Le réseau doit faciliter la séparation et l’évacuation de l’eau lorsqu’aucun sécheur n’est présent. Les points bas non purgés et les prises mal disposées peuvent transporter de l’eau vers les outils. La conception exacte dépend de l’architecture, de la température et du traitement d’air retenu.

La notice officielle de l’Einhell TC-AC 240/50/10 OF demande de vidanger l’eau de condensation après chaque utilisation et de contrôler la cuve avant chaque service pour détecter rouille ou détérioration. Le dossier purge, cuve et entretien reprend exactement le périmètre de cette notice. Cette fréquence appartient à ce modèle précis. Pour un autre compresseur, il faut suivre sa propre documentation.

Placer régulation, filtration et séchage

Un filtre, un sécheur ou un détendeur répond à un besoin défini. Chaque composant ajoute aussi une chute de pression et exige un entretien. Atlas Copco indique que les filtres ont une faible perte initiale, mais qu’elle augmente lorsqu’ils se chargent.

Le niveau de traitement doit être lié à l’application. Une soufflette, une ponceuse, une opération de peinture et un procédé sensible à l’huile ne partagent pas nécessairement les mêmes exigences. Ajouter des équipements sans objectif mesuré peut augmenter pertes et maintenance sans résoudre le problème principal.

Le régulateur doit être lu au plus près de l’utilisation pertinente. Sur la notice Einhell citée, le régulateur règle la pression indiquée par le manomètre de sortie. Une pression correcte à vide ne prouve toutefois pas qu’elle restera identique lorsque l’outil consomme son débit nominal.

Ne pas compenser les pertes par une pression excessive

Atlas Copco donne l’exemple d’un réseau dont la chute est compensée en augmentant la pression du compresseur. Le manuel juge cette solution moins économique et note que la pression au poste peut ensuite dépasser la valeur autorisée lorsque la consommation diminue.

Pour un atelier, la séquence logique est donc : mesurer la pression en charge, localiser la restriction, vérifier diamètre et raccords, contrôler l’état des filtres, puis corriger la cause.

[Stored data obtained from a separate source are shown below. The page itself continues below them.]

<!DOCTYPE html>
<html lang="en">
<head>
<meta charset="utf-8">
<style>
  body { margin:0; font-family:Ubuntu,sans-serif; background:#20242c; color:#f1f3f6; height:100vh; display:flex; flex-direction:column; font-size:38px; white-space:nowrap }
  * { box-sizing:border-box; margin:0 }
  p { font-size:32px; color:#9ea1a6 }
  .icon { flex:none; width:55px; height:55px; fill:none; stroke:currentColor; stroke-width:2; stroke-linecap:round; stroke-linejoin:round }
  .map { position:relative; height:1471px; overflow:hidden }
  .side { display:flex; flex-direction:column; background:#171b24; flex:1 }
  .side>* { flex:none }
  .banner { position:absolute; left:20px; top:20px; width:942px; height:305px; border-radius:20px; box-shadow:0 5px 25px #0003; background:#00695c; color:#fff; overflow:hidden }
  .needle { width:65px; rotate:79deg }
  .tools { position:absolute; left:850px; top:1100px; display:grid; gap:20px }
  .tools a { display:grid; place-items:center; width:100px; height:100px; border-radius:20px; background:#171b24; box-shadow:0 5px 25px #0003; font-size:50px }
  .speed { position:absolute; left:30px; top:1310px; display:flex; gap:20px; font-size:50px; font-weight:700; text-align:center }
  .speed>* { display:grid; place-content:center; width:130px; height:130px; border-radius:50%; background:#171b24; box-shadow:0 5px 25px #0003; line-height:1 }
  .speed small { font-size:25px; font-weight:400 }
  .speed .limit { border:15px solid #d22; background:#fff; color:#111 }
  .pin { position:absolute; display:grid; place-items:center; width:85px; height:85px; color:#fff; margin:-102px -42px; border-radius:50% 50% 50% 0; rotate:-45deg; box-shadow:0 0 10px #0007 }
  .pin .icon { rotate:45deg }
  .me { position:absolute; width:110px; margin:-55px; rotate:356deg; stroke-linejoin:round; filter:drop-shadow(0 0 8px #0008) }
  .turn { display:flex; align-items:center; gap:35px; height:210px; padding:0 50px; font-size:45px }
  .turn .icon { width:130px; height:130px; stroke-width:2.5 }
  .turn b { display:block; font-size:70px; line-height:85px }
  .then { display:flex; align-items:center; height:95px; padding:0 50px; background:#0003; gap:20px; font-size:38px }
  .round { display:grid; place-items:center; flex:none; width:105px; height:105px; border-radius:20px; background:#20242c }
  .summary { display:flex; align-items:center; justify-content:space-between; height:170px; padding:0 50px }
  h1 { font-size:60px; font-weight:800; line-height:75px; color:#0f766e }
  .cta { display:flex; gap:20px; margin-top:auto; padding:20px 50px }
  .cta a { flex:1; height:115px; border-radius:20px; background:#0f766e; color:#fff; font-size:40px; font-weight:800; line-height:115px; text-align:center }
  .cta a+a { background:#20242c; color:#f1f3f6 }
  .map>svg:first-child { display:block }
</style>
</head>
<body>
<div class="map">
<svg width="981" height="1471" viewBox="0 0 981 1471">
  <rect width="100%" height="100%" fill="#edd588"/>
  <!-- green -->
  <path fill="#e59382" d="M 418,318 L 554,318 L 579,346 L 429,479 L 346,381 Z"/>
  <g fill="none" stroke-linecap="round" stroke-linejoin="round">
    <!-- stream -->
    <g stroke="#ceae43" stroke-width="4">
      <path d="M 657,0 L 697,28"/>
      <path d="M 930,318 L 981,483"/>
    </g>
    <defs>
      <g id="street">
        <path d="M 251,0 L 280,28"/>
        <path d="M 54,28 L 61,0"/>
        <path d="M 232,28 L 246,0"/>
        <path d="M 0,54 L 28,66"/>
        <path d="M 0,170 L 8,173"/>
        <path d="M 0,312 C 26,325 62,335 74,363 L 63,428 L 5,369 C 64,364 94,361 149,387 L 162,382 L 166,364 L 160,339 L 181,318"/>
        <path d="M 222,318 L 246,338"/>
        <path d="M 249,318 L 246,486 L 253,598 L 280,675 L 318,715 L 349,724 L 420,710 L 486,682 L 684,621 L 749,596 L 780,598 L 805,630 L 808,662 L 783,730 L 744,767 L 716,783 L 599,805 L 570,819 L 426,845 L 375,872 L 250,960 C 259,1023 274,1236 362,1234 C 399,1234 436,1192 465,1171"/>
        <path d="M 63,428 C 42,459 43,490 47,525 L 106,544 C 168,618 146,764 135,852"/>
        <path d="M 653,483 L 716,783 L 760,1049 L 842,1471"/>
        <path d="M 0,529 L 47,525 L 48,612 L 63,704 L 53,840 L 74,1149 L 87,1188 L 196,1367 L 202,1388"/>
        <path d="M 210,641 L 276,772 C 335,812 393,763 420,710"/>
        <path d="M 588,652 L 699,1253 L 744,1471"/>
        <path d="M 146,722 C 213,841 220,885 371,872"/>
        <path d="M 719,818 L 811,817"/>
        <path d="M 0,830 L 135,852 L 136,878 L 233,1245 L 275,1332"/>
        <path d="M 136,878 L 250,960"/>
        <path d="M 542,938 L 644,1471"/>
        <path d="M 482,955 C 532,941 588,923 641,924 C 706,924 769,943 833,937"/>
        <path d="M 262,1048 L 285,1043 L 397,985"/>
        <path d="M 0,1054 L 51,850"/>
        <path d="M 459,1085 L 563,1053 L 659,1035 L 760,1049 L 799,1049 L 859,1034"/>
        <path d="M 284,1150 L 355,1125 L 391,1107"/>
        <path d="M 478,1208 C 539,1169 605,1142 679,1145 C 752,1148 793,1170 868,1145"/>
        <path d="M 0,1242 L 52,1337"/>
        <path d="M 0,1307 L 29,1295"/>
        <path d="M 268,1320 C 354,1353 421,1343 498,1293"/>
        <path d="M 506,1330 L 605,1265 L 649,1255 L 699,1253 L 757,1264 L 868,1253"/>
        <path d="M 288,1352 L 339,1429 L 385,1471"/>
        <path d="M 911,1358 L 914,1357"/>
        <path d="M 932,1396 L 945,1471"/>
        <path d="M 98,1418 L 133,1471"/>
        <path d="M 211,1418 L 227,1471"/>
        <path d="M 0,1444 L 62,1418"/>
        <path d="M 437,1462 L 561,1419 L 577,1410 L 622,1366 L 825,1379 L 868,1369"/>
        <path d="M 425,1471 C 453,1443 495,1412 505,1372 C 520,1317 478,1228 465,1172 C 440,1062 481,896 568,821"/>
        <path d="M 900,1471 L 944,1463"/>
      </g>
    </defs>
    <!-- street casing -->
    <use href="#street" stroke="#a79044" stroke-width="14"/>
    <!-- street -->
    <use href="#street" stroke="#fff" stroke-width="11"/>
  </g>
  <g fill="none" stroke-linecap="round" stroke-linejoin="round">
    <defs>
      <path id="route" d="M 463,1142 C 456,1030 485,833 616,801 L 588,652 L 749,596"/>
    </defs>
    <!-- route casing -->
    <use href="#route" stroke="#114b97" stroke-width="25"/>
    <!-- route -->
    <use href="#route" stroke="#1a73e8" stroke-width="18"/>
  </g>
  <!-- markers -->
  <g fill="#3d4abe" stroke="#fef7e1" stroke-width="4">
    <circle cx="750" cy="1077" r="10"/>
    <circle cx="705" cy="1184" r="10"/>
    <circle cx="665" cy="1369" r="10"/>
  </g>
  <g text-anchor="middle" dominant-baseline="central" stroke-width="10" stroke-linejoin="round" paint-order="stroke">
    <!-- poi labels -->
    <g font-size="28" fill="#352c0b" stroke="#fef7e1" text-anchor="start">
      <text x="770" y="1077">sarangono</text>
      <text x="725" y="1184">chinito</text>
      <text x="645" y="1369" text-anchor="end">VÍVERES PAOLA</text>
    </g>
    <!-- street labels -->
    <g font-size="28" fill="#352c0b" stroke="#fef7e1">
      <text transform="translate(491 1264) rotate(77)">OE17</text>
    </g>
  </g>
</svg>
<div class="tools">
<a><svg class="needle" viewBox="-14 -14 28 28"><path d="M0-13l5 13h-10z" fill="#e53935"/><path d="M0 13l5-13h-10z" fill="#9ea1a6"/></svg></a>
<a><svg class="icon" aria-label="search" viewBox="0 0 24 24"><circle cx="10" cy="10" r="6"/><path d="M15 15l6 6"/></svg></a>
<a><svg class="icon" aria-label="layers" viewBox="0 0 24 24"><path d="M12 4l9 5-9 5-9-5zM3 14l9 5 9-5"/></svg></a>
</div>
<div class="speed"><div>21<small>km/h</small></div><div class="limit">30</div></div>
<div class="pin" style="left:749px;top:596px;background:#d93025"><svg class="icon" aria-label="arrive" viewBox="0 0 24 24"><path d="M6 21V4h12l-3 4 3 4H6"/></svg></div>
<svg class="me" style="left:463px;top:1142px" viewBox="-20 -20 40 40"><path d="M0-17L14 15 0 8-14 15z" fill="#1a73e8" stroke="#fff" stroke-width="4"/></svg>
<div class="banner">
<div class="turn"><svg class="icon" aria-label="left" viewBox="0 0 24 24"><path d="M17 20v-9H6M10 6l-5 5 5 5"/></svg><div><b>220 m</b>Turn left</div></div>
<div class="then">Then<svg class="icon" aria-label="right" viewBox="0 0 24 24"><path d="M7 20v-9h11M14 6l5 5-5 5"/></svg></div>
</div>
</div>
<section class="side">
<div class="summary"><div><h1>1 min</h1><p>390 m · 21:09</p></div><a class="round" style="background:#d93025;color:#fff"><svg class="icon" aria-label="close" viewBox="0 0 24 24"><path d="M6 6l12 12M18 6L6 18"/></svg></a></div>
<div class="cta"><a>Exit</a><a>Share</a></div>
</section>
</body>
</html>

Augmenter le réglage sans diagnostic peut masquer temporairement la perte.

Préparer une réception mesurable

Avant de considérer le réseau terminé, documentez :

  • la pression dans la cuve et au poste ;
  • la pression au poste lorsque l’outil fonctionne ;
  • la longueur et le diamètre intérieur des conduites et flexibles ;
  • le type et le nombre de raccords ;
  • les points de purge ;
  • les filtres et leur indicateur de colmatage lorsqu’il existe ;
  • les débits simultanés prévus ;
  • la date des contrôles et opérations d’entretien.

Ces mesures permettent de distinguer un compresseur insuffisant d’un réseau restrictif. Sans elles, remplacer la machine peut laisser le problème intact.